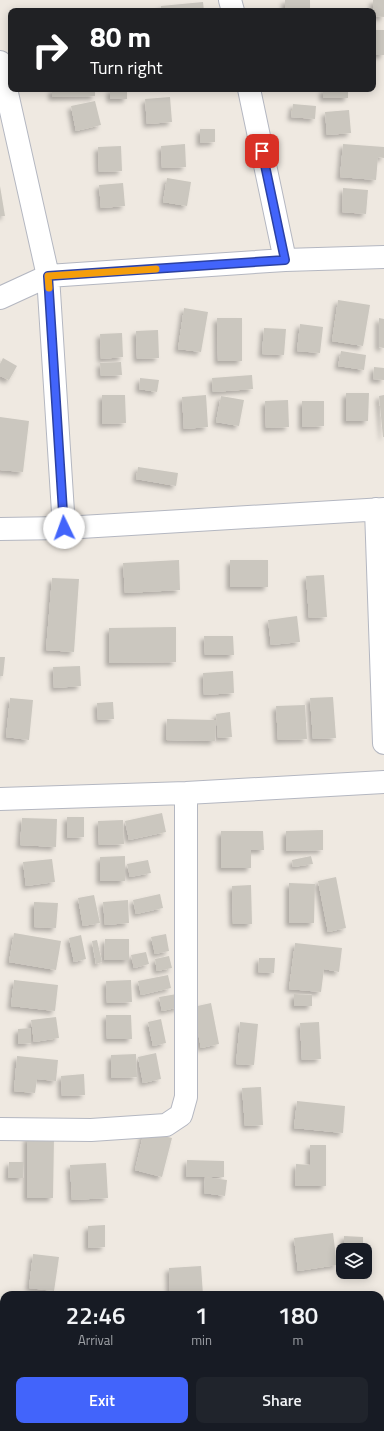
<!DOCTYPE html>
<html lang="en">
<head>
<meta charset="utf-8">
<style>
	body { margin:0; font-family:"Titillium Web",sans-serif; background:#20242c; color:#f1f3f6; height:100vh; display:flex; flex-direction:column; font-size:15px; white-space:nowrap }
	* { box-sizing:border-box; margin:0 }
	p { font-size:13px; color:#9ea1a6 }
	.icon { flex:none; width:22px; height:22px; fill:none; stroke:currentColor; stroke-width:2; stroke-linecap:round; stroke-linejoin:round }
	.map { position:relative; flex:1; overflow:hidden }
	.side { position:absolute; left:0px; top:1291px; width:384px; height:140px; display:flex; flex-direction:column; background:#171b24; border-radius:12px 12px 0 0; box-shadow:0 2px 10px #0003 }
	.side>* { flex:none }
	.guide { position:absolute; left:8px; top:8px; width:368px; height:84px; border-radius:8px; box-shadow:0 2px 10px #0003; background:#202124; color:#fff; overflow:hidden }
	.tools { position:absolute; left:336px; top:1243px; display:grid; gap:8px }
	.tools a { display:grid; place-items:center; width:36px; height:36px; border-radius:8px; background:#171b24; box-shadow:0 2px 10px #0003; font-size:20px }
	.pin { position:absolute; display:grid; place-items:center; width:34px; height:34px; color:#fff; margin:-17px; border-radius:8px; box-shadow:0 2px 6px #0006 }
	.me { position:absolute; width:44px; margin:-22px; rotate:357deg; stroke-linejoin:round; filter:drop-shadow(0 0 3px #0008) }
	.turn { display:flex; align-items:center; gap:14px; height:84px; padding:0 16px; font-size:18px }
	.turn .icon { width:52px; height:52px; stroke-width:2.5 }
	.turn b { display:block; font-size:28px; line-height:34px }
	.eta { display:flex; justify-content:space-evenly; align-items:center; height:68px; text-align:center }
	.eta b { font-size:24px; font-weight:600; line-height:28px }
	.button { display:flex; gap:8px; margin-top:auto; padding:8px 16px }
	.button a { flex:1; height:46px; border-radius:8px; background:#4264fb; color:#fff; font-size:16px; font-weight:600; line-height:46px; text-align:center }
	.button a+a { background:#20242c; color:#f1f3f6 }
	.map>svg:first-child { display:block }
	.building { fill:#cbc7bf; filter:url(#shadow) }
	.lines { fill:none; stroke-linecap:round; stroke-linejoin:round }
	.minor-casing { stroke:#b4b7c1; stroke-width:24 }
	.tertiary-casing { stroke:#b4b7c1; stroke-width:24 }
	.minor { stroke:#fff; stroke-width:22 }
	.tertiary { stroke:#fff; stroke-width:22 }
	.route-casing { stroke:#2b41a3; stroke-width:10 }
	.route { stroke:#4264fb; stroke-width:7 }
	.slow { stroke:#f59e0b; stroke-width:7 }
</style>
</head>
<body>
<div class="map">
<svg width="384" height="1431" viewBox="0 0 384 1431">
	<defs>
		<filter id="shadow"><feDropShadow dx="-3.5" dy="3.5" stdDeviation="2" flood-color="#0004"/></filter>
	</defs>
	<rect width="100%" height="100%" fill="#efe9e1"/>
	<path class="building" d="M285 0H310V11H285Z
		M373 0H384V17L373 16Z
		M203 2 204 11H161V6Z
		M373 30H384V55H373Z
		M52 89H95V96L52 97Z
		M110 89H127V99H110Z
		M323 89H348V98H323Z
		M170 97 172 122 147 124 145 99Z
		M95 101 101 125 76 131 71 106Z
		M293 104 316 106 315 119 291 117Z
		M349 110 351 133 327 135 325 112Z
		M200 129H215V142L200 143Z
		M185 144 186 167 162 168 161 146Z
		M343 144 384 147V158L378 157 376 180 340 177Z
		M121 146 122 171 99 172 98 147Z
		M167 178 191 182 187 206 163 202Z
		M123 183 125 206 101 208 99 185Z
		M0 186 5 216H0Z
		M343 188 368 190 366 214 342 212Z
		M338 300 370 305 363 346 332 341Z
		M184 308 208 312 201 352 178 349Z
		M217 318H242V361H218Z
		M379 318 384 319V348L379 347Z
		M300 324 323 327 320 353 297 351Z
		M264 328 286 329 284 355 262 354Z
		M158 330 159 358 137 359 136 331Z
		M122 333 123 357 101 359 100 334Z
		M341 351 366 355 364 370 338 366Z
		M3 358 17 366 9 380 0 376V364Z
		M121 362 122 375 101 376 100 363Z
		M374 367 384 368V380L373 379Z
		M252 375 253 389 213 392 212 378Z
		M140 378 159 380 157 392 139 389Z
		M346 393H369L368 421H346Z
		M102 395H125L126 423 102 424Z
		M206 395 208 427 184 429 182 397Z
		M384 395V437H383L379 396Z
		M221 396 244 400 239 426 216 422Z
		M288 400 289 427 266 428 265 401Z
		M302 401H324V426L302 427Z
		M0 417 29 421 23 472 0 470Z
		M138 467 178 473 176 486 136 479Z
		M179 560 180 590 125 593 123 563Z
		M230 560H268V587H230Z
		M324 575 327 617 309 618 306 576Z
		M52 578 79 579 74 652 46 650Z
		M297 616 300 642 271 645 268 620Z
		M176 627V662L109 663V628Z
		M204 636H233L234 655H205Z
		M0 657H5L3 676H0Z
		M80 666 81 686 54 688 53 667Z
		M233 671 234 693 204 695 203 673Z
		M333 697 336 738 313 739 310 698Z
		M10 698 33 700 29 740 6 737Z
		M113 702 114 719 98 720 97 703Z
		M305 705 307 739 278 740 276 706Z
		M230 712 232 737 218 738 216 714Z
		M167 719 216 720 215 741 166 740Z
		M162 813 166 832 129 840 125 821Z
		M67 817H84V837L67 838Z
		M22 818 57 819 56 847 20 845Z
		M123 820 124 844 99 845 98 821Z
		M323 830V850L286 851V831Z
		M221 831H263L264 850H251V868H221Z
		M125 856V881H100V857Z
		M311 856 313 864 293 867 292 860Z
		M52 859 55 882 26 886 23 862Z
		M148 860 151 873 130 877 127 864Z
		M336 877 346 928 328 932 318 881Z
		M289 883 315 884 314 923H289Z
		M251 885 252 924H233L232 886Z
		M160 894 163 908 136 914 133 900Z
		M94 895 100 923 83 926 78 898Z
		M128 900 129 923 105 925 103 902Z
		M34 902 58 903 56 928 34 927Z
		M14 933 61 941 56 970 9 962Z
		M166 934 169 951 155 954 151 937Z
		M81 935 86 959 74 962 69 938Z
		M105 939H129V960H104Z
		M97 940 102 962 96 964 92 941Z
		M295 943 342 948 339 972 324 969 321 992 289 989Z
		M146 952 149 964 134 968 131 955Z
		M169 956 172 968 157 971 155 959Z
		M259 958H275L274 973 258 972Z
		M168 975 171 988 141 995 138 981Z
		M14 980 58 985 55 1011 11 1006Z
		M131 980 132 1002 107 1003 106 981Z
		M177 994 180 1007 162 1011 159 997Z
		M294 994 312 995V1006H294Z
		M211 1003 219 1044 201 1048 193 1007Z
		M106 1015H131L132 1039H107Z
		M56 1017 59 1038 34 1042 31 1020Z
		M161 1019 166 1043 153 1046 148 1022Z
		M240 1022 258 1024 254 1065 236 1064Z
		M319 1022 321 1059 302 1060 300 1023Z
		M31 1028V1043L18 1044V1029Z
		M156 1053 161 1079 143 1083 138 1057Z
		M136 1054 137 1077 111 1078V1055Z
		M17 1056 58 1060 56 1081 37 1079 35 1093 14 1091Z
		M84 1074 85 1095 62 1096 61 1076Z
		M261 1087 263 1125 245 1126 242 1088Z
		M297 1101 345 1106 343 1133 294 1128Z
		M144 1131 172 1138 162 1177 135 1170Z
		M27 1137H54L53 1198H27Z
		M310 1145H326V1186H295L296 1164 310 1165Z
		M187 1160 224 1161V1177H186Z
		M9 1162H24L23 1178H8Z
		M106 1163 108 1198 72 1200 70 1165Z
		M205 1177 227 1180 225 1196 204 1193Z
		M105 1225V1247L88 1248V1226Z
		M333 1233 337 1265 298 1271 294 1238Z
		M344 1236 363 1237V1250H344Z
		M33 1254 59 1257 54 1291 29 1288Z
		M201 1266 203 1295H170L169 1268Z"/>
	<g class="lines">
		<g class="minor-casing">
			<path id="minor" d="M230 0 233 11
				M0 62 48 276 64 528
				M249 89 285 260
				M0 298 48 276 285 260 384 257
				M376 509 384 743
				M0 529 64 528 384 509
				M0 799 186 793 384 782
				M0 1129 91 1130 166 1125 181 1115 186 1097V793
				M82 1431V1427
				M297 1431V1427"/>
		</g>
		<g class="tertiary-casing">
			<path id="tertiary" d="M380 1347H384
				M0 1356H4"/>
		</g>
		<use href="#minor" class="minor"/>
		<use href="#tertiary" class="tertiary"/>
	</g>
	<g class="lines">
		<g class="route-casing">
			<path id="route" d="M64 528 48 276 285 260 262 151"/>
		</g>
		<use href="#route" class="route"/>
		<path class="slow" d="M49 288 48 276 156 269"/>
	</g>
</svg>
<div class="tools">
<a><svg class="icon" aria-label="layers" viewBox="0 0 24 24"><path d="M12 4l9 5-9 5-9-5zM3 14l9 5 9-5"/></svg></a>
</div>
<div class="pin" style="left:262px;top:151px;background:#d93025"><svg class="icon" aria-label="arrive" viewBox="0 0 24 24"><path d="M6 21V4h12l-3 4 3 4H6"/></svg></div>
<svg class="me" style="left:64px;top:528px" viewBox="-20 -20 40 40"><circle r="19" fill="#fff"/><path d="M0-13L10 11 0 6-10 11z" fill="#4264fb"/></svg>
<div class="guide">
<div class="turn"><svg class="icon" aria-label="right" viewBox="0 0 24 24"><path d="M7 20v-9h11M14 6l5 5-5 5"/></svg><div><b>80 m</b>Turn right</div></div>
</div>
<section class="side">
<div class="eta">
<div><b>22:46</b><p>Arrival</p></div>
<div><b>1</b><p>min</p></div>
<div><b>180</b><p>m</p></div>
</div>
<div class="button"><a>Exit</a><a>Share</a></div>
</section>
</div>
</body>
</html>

To do =
Go through the material and copy each line in which the word "absolute" occurs.

Expected output =
	.side { position:absolute; left:0px; top:1291px; width:384px; height:140px; display:flex; flex-direction:column; background:#171b24; border-radius:12px 12px 0 0; box-shadow:0 2px 10px #0003 }
	.guide { position:absolute; left:8px; top:8px; width:368px; height:84px; border-radius:8px; box-shadow:0 2px 10px #0003; background:#202124; color:#fff; overflow:hidden }
	.tools { position:absolute; left:336px; top:1243px; display:grid; gap:8px }
	.pin { position:absolute; display:grid; place-items:center; width:34px; height:34px; color:#fff; margin:-17px; border-radius:8px; box-shadow:0 2px 6px #0006 }
	.me { position:absolute; width:44px; margin:-22px; rotate:357deg; stroke-linejoin:round; filter:drop-shadow(0 0 3px #0008) }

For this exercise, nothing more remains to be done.